GETTINGLIKEMYMOTHER Tue 12-Apr-16 14:46:45

One thing, it's advisable to get a Lasting Power of Attorney in place in case, before it's needed - if parents are willing. Not everybody is - maybe they don't trust anyone enough. But especially if dementia ever rears its dreaded head it can save an awful lot of hassle if you have both the finance one, , and the Health and Welfare.
Once someone actually has dementia it's often too late, because so often the person will not accept that there's anything wrong with them (may genuinely believe this) and will refuse to relinquish control despite being unable to manage money any more.

MrGrumpy01 Tue 12-Apr-16 14:55:31

If they are looking at a flat insist strongly encourage them to look at ground floor and if not somewhere with a lift. Whilst they might be able to manage the stairs now this might change in the future.

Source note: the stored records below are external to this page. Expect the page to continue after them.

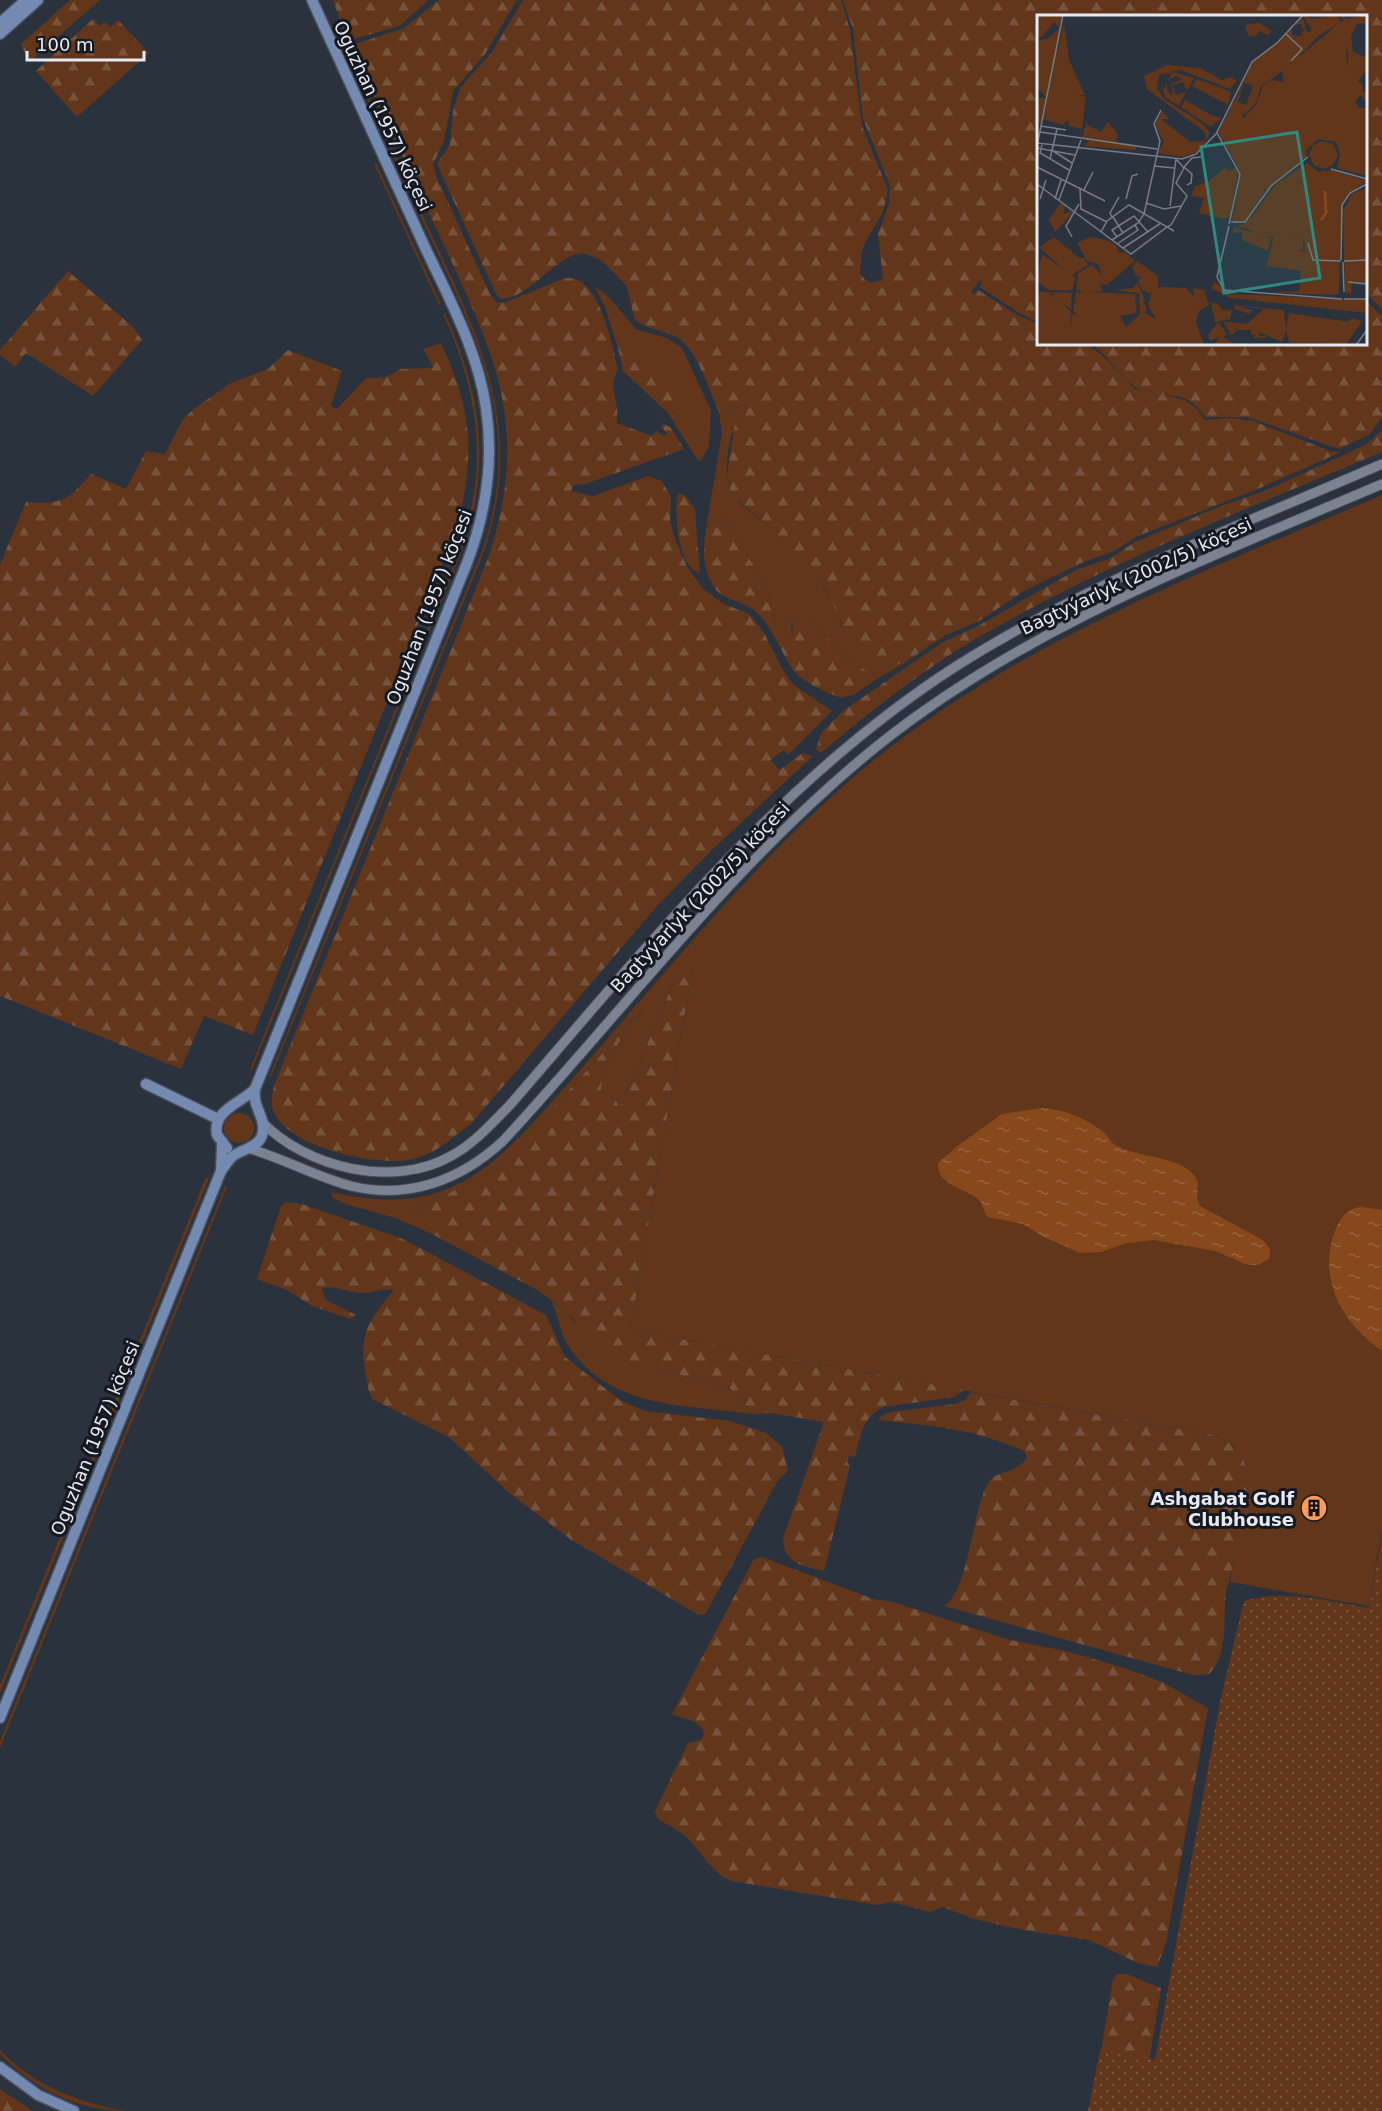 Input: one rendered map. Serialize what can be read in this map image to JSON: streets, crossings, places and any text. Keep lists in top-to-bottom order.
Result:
{
  "streets": {
    "main road": ["Oguzhan (1957) köçesi"],
    "street": ["Bagtyýarlyk (2002/5) köçesi"]
  },
  "crossings": [
    ["Oguzhan (1957) köçesi", "Bagtyýarlyk (2002/5) köçesi"]
  ],
  "places": {
    "building": ["Ashgabat Golf Clubhouse"]
  },
  "scale_bar": "100 m"
} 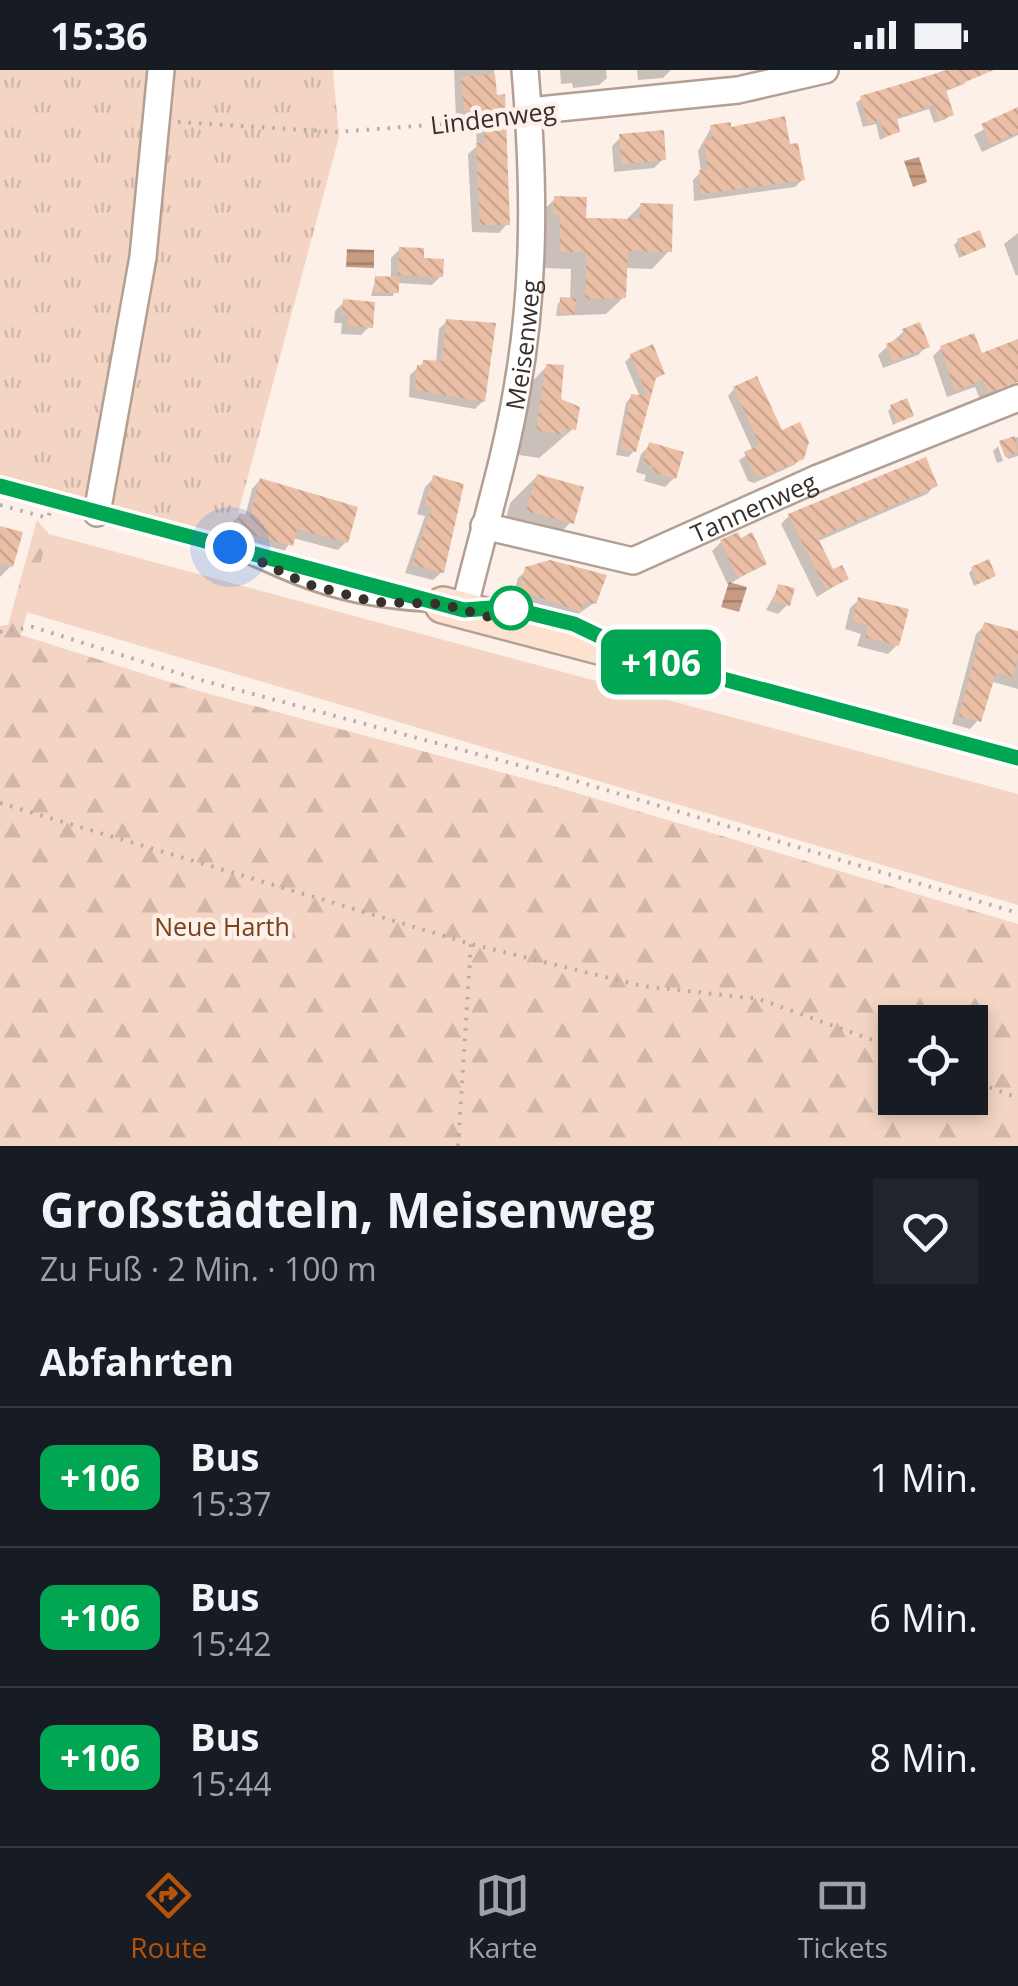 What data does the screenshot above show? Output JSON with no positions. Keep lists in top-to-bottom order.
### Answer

Icequeen01 Tue 12-Apr-16 20:51:17

I thought our experience might help.

Up until 18 months ago my parents in law were really struggling (both in their 80's) but refused help and most certainly would not consider going into care. We live 60 miles away and although we used to do their washing each week and went each week to do some cleaning, bought them food and just checked they were OK generally, the decision was sadly taken out of their hands after my father in law had a massive seizure from which he never recovered. He spent some time in hospital but then we were told we had to find him a nursing home where he subsequently died a few months later. We also had to find my mother in law a care home at the same time as she was also in very poor health and couldn't be left in the house on her own.

Because my father in law was so poorly he was eligible for NHS continuous care so we didn't have to fund that. However, my mother in law had to pay for her care which was £700 per week. My father in law did have a decent amount of savings, or so we thought, but we found out that due to dementia he had frittered most of it away. In the end, with my mother in law's agreement, we rented out their large 4 bed detached house which, along with her pension, paid for all her care costs. Sadly my mother in law's health has now deteriorated so she is now also eligible for NHS continuous care so all the rental income just goes into her accountant and pays for clothing, toiletries etc but obviously there is now quite a surplus each month. We have instructed a tax accountant as there are now tax implications for my mother in law. None of the family wish to sell the house and quite frankly it would break their hearts whilst mother in law is still with us as it was their childhood home so this is the best solution for the time being.

I would definitely suggest getting a POA done sooner rather than later and luckily we did one about six months before everything went horribly downhill.

Not sure if this is of any help but just thought I would tell you about our experience.